Show & Tell (Work Edition)
Time for the team building activity: 10–15 minutes
Setup effort: Easy (participants bring one item)
Estimated cost: Free
Business value: Deepens team connection, encourages storytelling, and strengthens engagement in team building sessions
What is Show & Tell (Work Edition)?
Show & Tell (Work Edition) is a modern team building activity where participants briefly present an object that represents something about them — typically related to their work style, a recent win, a hobby, or something meaningful on their desk.
Adapted from the classic school format, the workplace version is more intentional and professionally framed. The goal is not just to “show something,” but to create short personal stories that help colleagues understand each other beyond roles and titles.
It is especially effective in hybrid and remote team building environments, where visual sharing creates stronger human presence.
How do you run Show & Tell (Work Edition)?
Before the session (or at the start if keeping it spontaneous), ask participants to bring one item that represents something about them.
You can guide the theme, for example:
“Bring something on your desk that says something about how you work.”
“Bring an object that represents a recent win or learning.”
“Bring something that helps you stay productive.”
During the activity, go around the group and give each person about 30–60 seconds to:
show their item
explain why they chose it
Encourage concise storytelling to keep the pace dynamic.
For remote teams, participants simply hold the object up to their camera.
Why it’s great for a team
Many team building activities struggle to create genuine conversation. Show & Tell works because objects act as powerful storytelling triggers.
In just a short round, this activity helps teams:
humanize colleagues in a natural way
create memorable personal anchors
spark organic follow-up conversations
increase camera-on engagement in remote settings
build empathy across different work styles
It is particularly valuable in distributed teams where informal desk-side conversations don’t happen naturally.

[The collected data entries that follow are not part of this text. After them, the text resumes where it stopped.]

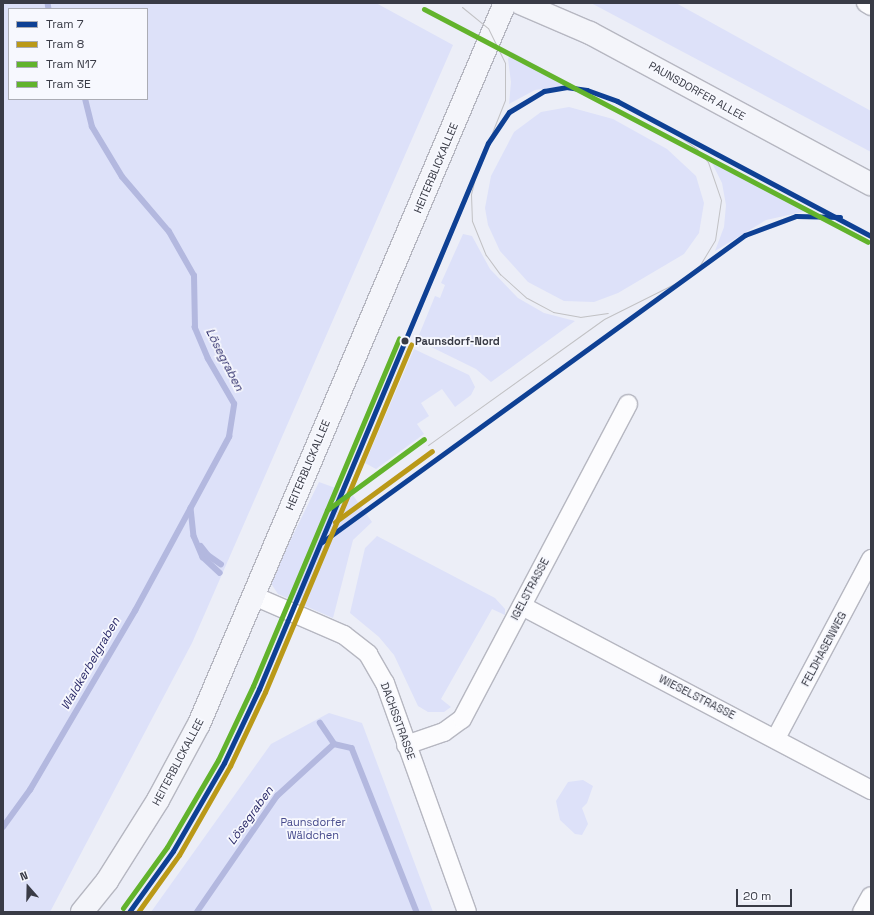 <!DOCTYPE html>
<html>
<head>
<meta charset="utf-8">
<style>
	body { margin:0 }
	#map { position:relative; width:874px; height:915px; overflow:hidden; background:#eceef7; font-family:"Space Grotesk",sans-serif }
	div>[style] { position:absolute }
	.green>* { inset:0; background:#dde1f9 }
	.stream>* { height:5.5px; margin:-2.75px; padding:0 2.75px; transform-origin:2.75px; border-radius:2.75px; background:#b3b8df }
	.roads { filter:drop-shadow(1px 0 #b6b7c1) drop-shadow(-1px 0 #b6b7c1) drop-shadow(0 1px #b6b7c1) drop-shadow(0 -1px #b6b7c1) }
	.minor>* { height:18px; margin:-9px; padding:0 9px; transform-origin:9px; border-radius:9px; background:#fcfcfe }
	.major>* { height:22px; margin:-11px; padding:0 11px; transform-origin:11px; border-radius:11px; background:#f4f5fa }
	.tram>* { height:1px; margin:-0.5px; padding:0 0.5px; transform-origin:0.5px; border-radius:0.5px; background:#c1c1c4 }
	.tram-1>* { height:5px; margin:-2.5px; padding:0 2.5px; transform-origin:2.5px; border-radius:2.5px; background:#0e4094 }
	.tram-2>* { height:5px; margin:-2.5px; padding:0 2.5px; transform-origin:2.5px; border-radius:2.5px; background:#ba9918 }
	.tram-3>* { height:5px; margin:-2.5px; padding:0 2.5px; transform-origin:2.5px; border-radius:2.5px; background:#62b32c }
	.tram-4>* { height:5px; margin:-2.5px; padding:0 2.5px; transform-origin:2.5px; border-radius:2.5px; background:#62b32c }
	.dots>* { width:11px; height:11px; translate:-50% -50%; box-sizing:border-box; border:2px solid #f7f8fe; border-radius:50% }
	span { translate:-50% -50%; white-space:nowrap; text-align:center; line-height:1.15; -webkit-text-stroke:3.5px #f7f8fe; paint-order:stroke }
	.street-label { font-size:11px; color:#393b46 }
	.stop-label { font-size:11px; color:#393b46; font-weight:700 }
	.left { translate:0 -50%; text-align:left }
	.park-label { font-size:11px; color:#474b8d }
	.water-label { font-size:12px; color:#292867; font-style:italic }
	.frame { position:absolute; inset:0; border:4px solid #393b46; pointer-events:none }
	.legend { position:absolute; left:8px; top:8px; width:140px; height:92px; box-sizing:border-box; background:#f7f8fe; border:1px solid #abacb4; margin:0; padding:5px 7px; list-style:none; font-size:12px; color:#393b46 }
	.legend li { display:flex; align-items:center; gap:8px; height:20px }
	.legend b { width:20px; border:1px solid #abacb4 }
	.north { position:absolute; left:8px; top:867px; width:40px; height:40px; -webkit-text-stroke:3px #f7f8fe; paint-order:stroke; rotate:340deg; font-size:11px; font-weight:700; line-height:16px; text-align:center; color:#393b46 }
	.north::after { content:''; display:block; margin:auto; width:14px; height:18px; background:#393b46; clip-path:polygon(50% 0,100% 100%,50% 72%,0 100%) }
	.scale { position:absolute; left:736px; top:889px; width:56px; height:18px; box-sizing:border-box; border:2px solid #393b46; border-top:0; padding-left:5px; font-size:12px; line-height:14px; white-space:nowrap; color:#393b46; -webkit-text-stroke:3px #f7f8fe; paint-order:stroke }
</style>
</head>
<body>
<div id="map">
	<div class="green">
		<div style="clip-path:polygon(evenodd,3px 3px,376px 3px,453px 45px,192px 643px,50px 912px,3px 912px,3px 3px,9px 9px,147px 9px,147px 99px,9px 99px,9px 9px)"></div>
		<div style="clip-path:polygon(591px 3px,676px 3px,871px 111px,871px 152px)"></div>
		<div style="clip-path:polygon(512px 52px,571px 84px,570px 85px,535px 90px,509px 104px,511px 82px,508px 59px)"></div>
		<div style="clip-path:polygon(569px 107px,613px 119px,667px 149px,696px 176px,704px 203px,699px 233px,684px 254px,618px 293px,594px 302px,564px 301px,528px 282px,500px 251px,488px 225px,485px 208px,491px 176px,514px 132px,541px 112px)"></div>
		<div style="clip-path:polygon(709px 157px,811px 210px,766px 220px,715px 251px,724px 227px,726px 205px,722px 183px)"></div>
		<div style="clip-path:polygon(463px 234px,472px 236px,490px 269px,518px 298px,544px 313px,575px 321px,491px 382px,476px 369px,417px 340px,435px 296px,440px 298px,445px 285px,441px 283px)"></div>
		<div style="clip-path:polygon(414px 349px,469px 375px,475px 387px,471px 395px,455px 407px,442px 389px,421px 403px,429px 416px,417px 424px,424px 434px,376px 469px,365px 463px)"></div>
		<div style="clip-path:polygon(319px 482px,352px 494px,372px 522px,353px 540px,333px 618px,278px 594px,270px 582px)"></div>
		<div style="clip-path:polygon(377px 536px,495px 598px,505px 609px,505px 615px,492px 609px,441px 699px,451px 707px,444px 712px,428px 712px,418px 706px,394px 655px,379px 637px,350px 613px,365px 548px)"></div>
		<div style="clip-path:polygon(329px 713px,362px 723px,433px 912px,151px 912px,271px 744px)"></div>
		<div style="clip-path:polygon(583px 780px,593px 786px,587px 803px,582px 808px,588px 824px,582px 835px,575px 834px,560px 820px,556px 801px,568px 782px)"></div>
	</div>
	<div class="stream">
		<div style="left:48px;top:3px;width:6px;rotate:81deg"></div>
		<div style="left:191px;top:508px;width:28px;rotate:84deg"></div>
		<div style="left:194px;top:536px;width:23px;rotate:67deg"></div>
		<div style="left:203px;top:557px;width:23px;rotate:43deg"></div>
		<div style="left:201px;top:546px;width:11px;rotate:52deg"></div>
		<div style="left:208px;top:555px;width:16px;rotate:35deg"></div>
		<div style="left:334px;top:744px;width:18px;rotate:13deg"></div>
		<div style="left:352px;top:748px;width:176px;rotate:68.4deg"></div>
		<div style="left:3px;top:827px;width:46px;rotate:-53.9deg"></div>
		<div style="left:30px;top:790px;width:208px;rotate:-59.6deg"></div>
		<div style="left:135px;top:611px;width:198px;rotate:-61.6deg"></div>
		<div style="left:229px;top:437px;width:33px;rotate:-81deg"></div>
		<div style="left:234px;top:404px;width:52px;rotate:-120deg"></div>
		<div style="left:208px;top:359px;width:34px;rotate:-113deg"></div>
		<div style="left:195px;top:328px;width:52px;rotate:-91.1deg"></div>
		<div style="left:194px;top:276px;width:51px;rotate:-119.6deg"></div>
		<div style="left:169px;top:232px;width:72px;rotate:-130.5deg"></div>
		<div style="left:122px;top:177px;width:58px;rotate:-121deg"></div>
		<div style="left:92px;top:127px;width:29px;rotate:-104deg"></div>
		<div style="left:197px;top:912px;width:141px;rotate:-55.4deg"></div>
		<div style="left:277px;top:796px;width:77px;rotate:-42.4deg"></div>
		<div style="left:334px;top:744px;width:25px;rotate:-124deg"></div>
	</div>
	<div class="roads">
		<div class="minor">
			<div style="left:866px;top:3px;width:6px;rotate:31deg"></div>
			<div style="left:254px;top:596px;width:98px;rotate:23.4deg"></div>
			<div style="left:344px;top:635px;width:31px;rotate:38deg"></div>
			<div style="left:368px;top:654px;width:34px;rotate:60deg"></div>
			<div style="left:385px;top:683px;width:243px;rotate:70.3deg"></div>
			<div style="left:522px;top:606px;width:395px;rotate:27.8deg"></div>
			<div style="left:776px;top:738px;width:203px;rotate:-62deg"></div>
			<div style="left:406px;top:745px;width:40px;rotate:-18.9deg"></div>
			<div style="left:444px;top:732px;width:22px;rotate:-36deg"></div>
			<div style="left:462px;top:719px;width:356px;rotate:-62.2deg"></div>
			<div style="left:862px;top:912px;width:18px;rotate:-61deg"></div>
		</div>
		<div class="major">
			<div style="left:520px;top:3px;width:76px;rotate:23.2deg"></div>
			<div style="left:590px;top:33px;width:319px;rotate:28.3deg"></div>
			<div style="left:82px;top:912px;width:40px;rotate:-51deg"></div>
			<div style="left:107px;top:881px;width:96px;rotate:-57.8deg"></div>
			<div style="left:158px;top:800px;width:86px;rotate:-61.7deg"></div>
			<div style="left:199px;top:724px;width:783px;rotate:-67deg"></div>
		</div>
	</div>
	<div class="tram">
		<div style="left:462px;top:7px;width:33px;rotate:39deg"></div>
		<div style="left:488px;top:28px;width:39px;rotate:64deg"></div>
		<div style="left:505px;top:63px;width:37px;rotate:90deg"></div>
		<div style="left:505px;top:100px;width:46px;rotate:111.6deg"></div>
		<div style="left:675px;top:133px;width:27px;rotate:36deg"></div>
		<div style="left:697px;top:149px;width:17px;rotate:50deg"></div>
		<div style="left:708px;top:162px;width:40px;rotate:71.1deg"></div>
		<div style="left:721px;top:200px;width:40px;rotate:98.5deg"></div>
		<div style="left:715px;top:240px;width:29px;rotate:121deg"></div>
		<div style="left:700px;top:265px;width:19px;rotate:141deg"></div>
		<div style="left:478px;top:166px;width:29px;rotate:104deg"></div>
		<div style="left:471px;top:194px;width:27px;rotate:88deg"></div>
		<div style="left:472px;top:221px;width:37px;rotate:68deg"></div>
		<div style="left:486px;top:255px;width:24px;rotate:54deg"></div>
		<div style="left:500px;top:274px;width:36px;rotate:42deg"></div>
		<div style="left:527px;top:298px;width:30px;rotate:28deg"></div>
		<div style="left:553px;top:312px;width:27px;rotate:10deg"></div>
		<div style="left:580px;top:317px;width:28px;rotate:-8deg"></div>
		<div style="left:428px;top:445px;width:216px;rotate:-35.6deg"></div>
		<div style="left:604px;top:319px;width:85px;rotate:-26.6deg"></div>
	</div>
	<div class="tram-1">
		<div style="left:322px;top:542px;width:523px;rotate:-35.97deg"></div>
		<div style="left:745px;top:235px;width:54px;rotate:-20.4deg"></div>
		<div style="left:796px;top:216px;width:44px;rotate:1.3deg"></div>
		<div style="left:129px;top:912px;width:75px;rotate:-54.2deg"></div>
		<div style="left:173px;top:851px;width:102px;rotate:-59.9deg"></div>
		<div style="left:224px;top:763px;width:82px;rotate:-64.7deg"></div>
		<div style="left:259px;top:689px;width:592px;rotate:-67.25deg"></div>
		<div style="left:488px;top:143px;width:37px;rotate:-56deg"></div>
		<div style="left:509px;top:112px;width:41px;rotate:-31deg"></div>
		<div style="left:544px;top:91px;width:22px;rotate:-10deg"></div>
		<div style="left:566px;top:87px;width:21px;rotate:8deg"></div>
		<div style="left:587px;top:90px;width:32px;rotate:20deg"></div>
		<div style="left:617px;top:101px;width:288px;rotate:28deg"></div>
	</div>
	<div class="tram-2">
		<div style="left:335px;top:522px;width:120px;rotate:-36.2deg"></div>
		<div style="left:138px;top:912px;width:70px;rotate:-54.3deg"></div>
		<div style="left:179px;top:855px;width:103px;rotate:-60.2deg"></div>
		<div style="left:230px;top:766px;width:82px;rotate:-64.7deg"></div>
		<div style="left:265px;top:692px;width:377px;rotate:-67.2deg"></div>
	</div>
	<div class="tram-3">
		<div style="left:327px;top:510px;width:120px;rotate:-36.2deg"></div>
		<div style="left:123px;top:908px;width:75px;rotate:-54.2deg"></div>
		<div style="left:167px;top:847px;width:101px;rotate:-59.6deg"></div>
		<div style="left:218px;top:760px;width:82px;rotate:-64.7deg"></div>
		<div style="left:253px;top:686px;width:377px;rotate:-67.2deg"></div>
	</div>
	<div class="tram-4">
		<div style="left:424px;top:9px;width:501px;rotate:27.69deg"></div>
	</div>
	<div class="dots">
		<div style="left:405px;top:341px;background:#393b46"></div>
	</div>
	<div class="street-label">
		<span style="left:697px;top:91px;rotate:29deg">PAUNSDORFER ALLEE</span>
		<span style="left:436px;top:168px;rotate:-67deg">HEITERBLICKALLEE</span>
		<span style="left:308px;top:465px;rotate:-67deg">HEITERBLICKALLEE</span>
		<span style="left:530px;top:589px;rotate:-62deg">IGELSTRASSE</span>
		<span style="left:824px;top:649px;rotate:-62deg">FELDHASENWEG</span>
		<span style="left:697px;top:697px;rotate:27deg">WIESELSTRASSE</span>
		<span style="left:398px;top:721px;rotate:70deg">DACHSSTRASSE</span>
		<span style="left:178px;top:762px;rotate:-62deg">HEITERBLICKALLEE</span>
	</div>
	<div class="stop-label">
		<span class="left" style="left:415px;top:341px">Paunsdorf-Nord</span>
	</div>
	<div class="park-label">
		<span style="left:313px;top:829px">Paunsdorfer<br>Wäldchen</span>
	</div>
	<div class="water-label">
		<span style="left:224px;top:360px;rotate:63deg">Lösegraben</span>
		<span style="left:91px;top:664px;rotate:-60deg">Waldkerbelgraben</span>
		<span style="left:251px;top:816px;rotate:-54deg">Lösegraben</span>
	</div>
	<div class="frame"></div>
	<ul class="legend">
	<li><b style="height:5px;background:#0e4094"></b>Tram 7</li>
	<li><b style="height:5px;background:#ba9918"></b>Tram 8</li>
	<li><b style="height:5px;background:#62b32c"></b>Tram N17</li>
	<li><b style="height:5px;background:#62b32c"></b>Tram 3E</li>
	</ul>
	<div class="north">N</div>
	<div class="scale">20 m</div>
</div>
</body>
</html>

From a team dynamics perspective, object-based storytelling tends to produce more authentic sharing than direct personal questions.
Teams that regularly incorporate visual sharing moments often experience warmer meeting dynamics and stronger interpersonal familiarity.
How to organize it effectively
The facilitator’s prompt design is the biggest success factor.
Choose a theme that is:
professional but personal enough to be interesting
easy to interpret quickly
not emotionally heavy
accessible to everyone
Model the expected level of depth with your own example first. Keep it short and relevant — this prevents oversharing.
Maintain a steady tempo during the round. If someone starts telling a long story, gently guide the group forward.
For larger groups (15–20+), consider:
using breakout rooms
or selecting a handful of volunteers instead of full round-robin
In remote team building sessions, encourage participants to prepare their object in advance to avoid delays.
Avoid using the exact same prompt repeatedly over time. Rotating themes keeps the activity fresh and engaging.
When facilitated well, Show & Tell (Work Edition) is a simple but highly effective team building activity that creates authentic human moments with minimal setup.